### Your goal
In the data below, how many lines contain the string "function"? Give only the number.

==== Stored data

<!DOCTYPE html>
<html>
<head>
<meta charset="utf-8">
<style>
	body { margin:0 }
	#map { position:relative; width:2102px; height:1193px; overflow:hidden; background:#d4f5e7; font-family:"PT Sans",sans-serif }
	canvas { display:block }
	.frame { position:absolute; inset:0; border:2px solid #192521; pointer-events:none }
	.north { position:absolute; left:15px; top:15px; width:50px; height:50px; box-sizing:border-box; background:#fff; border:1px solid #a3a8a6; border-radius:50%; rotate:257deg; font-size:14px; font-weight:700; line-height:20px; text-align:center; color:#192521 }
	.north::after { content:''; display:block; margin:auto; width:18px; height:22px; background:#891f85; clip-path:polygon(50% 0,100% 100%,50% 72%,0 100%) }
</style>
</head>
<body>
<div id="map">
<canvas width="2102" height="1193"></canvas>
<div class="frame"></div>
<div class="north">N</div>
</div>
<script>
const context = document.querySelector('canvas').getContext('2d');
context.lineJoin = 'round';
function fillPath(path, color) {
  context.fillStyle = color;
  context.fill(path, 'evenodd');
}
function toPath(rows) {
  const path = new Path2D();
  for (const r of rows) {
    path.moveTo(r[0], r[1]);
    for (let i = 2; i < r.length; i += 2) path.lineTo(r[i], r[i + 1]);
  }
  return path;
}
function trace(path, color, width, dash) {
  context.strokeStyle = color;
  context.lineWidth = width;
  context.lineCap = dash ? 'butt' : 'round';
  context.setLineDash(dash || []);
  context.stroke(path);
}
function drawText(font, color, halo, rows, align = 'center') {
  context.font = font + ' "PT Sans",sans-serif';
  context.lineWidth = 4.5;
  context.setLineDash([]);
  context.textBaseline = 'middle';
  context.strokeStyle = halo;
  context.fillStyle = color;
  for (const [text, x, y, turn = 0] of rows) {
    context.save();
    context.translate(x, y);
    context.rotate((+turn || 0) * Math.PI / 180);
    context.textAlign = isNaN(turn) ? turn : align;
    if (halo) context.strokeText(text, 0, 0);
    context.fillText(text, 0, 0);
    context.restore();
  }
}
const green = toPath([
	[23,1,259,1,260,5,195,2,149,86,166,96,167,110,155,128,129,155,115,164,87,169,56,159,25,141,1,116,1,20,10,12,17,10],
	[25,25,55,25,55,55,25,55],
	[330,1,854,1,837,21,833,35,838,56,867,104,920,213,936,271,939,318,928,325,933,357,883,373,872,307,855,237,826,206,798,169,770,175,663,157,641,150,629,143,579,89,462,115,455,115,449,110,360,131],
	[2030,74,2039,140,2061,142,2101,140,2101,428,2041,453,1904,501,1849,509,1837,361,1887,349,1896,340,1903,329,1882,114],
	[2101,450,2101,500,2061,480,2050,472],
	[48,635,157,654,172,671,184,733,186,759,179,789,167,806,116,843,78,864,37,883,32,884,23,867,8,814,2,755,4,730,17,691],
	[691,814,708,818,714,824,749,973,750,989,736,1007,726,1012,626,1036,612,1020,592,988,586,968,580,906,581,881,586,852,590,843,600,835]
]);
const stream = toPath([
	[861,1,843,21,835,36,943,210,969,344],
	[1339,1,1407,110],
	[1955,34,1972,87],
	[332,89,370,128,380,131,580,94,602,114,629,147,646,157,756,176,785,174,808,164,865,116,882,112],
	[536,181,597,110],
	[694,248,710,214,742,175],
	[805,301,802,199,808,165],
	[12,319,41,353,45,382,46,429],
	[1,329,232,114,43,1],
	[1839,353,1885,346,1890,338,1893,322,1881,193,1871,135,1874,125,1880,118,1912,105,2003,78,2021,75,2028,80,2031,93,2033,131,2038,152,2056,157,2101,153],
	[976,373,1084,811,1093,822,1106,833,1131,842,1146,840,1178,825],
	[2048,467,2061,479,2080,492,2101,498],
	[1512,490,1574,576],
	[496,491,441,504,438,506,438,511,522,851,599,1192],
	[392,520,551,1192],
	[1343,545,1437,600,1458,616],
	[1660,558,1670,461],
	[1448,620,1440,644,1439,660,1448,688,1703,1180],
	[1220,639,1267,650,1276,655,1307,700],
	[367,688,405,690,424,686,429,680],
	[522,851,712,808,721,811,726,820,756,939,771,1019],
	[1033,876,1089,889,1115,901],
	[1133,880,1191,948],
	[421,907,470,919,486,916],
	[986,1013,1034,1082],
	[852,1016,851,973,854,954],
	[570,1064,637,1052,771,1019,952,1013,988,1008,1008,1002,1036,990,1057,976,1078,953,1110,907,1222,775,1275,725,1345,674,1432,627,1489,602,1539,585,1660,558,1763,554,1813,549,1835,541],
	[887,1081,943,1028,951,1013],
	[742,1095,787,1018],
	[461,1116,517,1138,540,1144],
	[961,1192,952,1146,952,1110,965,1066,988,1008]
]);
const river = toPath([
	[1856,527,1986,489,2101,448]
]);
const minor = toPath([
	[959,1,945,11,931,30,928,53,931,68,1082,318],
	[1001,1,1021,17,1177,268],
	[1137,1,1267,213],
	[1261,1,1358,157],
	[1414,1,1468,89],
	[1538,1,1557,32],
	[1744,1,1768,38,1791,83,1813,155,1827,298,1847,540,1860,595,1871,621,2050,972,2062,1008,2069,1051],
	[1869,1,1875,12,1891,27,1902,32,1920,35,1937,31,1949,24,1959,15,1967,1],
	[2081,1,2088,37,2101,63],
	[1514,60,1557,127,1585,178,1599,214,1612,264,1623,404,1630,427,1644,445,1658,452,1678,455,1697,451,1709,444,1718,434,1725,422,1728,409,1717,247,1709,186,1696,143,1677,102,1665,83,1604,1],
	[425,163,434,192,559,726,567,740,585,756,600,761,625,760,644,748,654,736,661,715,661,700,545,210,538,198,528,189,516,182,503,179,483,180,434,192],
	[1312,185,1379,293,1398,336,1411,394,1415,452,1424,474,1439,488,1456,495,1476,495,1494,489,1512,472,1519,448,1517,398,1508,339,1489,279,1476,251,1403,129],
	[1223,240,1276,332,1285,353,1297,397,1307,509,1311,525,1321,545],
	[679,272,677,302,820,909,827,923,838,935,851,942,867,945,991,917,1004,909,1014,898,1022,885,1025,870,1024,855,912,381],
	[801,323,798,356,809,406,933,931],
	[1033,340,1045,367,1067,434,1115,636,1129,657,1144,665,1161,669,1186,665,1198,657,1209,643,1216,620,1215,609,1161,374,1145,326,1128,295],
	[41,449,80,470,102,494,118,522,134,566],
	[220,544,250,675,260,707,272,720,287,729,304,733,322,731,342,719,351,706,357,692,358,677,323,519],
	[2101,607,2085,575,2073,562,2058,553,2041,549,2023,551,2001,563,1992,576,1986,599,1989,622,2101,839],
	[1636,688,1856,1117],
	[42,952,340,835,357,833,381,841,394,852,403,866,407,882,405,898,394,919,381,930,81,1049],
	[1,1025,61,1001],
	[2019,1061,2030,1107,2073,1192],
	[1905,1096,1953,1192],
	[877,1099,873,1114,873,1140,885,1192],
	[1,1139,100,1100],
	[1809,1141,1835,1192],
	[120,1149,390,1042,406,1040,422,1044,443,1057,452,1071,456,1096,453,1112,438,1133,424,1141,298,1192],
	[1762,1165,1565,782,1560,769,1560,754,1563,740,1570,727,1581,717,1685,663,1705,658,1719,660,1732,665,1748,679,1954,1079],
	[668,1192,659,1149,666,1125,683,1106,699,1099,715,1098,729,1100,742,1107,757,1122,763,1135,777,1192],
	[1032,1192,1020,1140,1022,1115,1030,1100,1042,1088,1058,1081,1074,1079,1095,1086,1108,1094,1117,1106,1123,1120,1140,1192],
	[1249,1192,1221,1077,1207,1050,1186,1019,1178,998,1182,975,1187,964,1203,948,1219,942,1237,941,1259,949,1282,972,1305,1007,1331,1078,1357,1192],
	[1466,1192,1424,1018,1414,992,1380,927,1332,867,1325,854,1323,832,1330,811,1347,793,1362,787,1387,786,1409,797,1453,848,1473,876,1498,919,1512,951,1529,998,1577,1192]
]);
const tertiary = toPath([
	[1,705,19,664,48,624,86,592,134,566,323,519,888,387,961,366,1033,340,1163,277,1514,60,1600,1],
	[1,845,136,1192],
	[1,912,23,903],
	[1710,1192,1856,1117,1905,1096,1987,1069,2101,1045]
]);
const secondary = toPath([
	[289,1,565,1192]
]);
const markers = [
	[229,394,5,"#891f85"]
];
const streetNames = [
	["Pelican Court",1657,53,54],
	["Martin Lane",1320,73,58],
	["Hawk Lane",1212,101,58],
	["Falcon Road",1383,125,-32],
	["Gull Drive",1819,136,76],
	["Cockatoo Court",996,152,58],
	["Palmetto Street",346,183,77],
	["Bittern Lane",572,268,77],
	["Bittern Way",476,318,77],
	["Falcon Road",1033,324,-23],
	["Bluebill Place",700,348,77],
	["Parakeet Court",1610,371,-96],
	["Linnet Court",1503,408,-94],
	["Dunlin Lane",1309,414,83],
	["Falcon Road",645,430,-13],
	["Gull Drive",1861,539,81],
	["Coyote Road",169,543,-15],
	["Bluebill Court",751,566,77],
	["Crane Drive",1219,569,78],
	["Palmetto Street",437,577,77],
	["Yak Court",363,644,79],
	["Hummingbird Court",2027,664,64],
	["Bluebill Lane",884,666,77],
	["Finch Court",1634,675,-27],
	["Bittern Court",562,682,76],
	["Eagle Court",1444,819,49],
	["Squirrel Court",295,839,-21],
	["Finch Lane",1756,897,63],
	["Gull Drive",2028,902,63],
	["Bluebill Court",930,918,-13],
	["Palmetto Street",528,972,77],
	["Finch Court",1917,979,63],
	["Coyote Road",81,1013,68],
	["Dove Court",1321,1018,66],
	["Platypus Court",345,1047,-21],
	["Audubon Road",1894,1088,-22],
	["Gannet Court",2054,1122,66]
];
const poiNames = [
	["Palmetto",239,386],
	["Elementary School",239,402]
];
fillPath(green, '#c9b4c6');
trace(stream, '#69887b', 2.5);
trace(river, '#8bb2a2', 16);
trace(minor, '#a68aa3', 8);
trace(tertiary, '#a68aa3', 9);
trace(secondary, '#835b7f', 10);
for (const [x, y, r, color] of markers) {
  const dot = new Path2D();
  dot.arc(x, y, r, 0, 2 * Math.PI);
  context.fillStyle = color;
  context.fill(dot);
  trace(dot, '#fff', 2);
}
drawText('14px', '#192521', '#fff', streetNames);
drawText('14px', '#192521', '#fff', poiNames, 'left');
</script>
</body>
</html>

========

### Response area
4